Work to be completed -
In the records that follow, show each line where the word "nowrap" is present.

^^^^^^^^^^^^^^^^

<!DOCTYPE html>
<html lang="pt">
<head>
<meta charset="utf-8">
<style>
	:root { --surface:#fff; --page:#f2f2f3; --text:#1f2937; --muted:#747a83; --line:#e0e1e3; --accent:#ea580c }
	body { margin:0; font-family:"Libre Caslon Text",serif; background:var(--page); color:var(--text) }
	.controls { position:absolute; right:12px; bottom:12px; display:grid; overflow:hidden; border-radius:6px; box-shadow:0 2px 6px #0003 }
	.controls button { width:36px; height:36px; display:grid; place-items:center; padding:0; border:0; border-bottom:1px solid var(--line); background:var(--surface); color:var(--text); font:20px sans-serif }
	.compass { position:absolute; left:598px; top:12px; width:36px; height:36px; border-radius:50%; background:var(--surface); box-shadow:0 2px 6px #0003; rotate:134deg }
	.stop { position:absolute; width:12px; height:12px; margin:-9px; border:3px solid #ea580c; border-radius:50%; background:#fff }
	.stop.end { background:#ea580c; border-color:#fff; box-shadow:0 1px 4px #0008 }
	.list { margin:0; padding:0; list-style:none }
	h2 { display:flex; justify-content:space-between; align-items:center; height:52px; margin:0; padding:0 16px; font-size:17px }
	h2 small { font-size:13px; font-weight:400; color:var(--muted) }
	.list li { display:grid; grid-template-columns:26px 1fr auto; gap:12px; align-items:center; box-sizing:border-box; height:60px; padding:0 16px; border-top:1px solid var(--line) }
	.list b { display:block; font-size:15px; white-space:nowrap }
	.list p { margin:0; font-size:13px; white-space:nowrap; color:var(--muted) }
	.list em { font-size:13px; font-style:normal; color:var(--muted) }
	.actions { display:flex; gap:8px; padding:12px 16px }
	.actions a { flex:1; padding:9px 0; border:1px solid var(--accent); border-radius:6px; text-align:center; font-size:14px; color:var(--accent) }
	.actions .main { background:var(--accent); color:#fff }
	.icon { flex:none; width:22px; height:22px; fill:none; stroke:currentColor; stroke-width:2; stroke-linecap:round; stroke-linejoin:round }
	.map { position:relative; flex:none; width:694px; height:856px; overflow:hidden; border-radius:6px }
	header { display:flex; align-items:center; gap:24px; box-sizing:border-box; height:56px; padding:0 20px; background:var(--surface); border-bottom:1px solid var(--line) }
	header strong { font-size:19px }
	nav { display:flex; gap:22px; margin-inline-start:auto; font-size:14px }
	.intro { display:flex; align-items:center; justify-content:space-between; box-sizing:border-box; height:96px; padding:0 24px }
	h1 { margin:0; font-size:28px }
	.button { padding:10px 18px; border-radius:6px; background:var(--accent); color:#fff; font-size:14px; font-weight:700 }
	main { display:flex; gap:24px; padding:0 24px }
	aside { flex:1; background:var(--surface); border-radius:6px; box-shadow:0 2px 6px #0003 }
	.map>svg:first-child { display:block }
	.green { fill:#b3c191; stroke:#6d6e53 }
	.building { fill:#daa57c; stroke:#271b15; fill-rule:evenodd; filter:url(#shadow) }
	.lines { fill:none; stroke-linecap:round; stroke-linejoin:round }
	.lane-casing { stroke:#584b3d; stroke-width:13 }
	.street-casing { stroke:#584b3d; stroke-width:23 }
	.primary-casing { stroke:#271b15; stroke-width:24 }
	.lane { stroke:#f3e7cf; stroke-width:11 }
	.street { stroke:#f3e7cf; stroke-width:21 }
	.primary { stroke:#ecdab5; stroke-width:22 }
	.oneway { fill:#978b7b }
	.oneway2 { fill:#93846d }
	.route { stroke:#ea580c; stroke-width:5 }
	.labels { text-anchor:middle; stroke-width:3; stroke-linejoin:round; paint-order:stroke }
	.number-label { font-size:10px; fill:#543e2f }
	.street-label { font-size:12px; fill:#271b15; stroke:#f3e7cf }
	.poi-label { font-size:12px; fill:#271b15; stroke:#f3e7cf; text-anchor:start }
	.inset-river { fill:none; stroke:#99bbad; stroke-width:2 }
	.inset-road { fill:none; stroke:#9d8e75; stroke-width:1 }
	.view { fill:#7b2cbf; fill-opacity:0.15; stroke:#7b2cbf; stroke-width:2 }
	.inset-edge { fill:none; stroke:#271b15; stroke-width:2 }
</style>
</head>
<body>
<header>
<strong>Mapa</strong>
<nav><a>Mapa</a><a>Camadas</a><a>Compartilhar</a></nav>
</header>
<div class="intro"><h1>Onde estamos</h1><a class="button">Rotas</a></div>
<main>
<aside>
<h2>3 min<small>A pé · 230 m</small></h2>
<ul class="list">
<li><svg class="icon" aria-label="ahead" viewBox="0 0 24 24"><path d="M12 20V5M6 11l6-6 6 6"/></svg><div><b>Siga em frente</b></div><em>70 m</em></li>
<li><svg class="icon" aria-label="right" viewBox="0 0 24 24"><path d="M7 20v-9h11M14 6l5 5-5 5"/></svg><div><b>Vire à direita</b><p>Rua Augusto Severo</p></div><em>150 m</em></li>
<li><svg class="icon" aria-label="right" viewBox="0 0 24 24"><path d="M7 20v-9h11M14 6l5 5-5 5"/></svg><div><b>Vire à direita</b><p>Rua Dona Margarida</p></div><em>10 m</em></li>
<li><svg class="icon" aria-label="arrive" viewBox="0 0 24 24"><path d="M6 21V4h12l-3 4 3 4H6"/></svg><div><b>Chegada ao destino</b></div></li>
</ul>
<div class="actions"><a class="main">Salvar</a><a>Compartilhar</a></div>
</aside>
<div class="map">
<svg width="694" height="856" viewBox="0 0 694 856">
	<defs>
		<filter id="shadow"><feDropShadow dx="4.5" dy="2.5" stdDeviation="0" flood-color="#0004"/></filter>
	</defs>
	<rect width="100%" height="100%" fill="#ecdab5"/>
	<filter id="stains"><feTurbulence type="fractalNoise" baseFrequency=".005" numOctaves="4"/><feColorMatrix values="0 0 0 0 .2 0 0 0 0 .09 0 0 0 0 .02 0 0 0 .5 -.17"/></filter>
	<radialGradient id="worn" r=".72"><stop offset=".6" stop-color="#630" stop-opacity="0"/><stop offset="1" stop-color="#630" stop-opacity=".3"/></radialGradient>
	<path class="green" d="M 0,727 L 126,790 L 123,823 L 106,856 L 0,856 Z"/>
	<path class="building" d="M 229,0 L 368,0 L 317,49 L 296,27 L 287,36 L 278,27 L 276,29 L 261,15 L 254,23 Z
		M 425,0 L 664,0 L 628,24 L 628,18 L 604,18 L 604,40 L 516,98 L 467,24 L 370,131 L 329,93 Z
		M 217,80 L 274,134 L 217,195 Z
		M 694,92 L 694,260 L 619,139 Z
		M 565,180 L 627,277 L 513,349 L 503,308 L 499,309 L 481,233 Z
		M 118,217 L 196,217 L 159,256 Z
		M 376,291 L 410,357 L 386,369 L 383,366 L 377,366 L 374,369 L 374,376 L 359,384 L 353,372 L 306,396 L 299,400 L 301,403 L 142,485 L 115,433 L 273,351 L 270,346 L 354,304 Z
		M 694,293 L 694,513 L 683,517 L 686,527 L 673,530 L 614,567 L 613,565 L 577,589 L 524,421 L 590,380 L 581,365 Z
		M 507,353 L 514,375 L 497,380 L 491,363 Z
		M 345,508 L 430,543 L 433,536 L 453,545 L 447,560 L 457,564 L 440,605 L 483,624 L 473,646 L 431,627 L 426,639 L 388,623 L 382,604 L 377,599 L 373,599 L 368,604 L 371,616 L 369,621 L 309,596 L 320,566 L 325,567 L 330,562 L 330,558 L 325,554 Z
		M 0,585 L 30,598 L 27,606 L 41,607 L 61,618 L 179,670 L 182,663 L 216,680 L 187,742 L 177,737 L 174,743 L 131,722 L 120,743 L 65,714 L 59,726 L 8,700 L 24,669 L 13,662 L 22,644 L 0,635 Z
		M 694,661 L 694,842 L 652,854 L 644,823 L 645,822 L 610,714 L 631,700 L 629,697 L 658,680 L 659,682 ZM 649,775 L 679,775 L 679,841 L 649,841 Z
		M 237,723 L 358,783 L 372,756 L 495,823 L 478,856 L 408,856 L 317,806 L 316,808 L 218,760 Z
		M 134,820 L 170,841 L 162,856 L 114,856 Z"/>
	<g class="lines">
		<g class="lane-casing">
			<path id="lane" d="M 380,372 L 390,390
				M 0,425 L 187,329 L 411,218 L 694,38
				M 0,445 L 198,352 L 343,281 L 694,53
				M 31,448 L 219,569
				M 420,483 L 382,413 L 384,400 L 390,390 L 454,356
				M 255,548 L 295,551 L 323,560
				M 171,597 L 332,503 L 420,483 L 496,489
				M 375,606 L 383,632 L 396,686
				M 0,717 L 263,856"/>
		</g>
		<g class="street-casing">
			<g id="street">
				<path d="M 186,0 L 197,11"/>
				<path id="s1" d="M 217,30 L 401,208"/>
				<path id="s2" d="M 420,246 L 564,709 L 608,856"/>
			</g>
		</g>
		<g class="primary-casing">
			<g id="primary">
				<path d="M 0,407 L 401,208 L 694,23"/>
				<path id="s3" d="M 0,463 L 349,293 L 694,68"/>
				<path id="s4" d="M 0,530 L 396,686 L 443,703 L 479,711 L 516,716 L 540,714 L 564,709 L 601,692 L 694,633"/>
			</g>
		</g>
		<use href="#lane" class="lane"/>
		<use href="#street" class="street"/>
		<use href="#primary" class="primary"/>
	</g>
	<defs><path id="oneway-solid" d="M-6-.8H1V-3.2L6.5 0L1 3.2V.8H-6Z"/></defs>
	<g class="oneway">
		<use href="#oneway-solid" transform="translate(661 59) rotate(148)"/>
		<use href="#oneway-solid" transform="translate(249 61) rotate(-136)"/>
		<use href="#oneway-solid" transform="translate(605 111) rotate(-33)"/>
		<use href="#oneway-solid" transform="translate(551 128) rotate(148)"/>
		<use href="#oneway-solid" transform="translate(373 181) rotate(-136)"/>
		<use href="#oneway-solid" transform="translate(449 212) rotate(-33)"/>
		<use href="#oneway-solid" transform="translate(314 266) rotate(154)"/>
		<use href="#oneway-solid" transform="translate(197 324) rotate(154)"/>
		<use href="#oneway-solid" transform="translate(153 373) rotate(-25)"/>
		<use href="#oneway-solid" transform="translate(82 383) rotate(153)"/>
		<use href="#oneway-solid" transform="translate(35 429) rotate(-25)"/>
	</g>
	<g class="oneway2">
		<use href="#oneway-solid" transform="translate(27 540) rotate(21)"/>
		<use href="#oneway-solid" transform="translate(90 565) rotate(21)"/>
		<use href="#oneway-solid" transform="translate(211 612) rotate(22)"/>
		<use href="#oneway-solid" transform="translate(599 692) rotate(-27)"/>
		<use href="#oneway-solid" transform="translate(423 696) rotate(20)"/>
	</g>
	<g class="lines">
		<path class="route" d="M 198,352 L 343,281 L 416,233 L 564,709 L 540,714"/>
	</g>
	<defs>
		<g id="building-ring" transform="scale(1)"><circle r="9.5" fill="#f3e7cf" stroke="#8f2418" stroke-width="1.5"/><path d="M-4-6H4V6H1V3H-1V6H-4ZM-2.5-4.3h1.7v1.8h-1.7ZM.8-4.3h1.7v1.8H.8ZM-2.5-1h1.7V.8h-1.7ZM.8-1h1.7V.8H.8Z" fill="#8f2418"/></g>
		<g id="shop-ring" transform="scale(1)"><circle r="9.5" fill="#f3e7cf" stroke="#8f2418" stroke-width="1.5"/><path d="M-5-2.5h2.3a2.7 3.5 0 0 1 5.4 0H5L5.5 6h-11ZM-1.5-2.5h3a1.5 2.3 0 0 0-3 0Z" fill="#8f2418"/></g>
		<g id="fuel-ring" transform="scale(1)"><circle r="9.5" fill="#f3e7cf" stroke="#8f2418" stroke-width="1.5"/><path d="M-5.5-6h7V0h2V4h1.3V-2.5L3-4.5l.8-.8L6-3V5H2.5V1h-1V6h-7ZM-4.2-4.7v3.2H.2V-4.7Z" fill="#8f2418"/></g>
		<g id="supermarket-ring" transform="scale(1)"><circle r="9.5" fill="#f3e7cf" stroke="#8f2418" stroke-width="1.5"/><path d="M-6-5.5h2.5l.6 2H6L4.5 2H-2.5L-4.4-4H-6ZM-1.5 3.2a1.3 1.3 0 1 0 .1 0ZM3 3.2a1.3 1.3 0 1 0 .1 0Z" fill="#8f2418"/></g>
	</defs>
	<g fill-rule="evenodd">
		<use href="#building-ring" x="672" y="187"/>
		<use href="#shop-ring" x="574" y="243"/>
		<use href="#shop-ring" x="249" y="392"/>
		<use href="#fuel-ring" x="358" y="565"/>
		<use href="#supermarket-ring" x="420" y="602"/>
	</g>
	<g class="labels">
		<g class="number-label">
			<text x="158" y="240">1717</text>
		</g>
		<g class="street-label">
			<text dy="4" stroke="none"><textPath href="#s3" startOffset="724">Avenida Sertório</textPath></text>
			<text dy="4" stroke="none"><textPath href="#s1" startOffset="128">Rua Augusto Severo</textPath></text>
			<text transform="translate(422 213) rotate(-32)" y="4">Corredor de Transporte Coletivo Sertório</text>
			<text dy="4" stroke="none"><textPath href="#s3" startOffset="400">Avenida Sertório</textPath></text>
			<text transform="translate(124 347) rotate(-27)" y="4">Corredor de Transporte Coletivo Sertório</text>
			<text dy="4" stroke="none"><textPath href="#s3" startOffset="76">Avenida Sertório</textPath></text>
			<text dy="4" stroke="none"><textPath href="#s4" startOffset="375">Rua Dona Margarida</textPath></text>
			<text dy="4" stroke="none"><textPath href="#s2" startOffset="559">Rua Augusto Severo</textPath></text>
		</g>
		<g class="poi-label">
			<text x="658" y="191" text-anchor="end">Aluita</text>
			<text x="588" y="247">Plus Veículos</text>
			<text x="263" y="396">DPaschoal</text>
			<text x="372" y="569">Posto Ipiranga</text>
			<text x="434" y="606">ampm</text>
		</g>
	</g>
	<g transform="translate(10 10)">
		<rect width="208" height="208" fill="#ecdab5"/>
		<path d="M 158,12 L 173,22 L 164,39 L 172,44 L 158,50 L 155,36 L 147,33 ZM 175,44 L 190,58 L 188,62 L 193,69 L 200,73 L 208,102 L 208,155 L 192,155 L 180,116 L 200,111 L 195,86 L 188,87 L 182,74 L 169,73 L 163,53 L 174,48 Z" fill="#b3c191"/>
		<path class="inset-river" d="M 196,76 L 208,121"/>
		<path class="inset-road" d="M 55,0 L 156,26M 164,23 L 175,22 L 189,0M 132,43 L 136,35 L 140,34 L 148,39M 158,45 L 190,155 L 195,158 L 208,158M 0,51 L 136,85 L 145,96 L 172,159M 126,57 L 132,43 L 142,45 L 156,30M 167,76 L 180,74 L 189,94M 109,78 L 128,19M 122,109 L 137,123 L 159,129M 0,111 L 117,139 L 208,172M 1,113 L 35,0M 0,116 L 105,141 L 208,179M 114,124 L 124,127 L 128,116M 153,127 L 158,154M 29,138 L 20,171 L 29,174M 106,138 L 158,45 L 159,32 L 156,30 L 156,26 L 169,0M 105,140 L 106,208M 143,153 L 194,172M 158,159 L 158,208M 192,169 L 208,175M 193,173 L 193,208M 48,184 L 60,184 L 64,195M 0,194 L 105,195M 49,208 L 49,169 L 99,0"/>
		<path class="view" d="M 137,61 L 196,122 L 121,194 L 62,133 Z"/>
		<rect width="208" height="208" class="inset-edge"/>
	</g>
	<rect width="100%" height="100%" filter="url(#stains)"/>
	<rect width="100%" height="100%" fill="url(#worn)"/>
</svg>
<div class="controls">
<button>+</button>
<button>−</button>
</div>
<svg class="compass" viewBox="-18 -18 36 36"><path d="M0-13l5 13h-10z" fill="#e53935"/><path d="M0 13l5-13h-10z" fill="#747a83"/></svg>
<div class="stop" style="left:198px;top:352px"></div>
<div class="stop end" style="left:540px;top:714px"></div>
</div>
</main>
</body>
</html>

^^^^^^^^^^^^^^^^

Expected answer -
	.list b { display:block; font-size:15px; white-space:nowrap }
	.list p { margin:0; font-size:13px; white-space:nowrap; color:var(--muted) }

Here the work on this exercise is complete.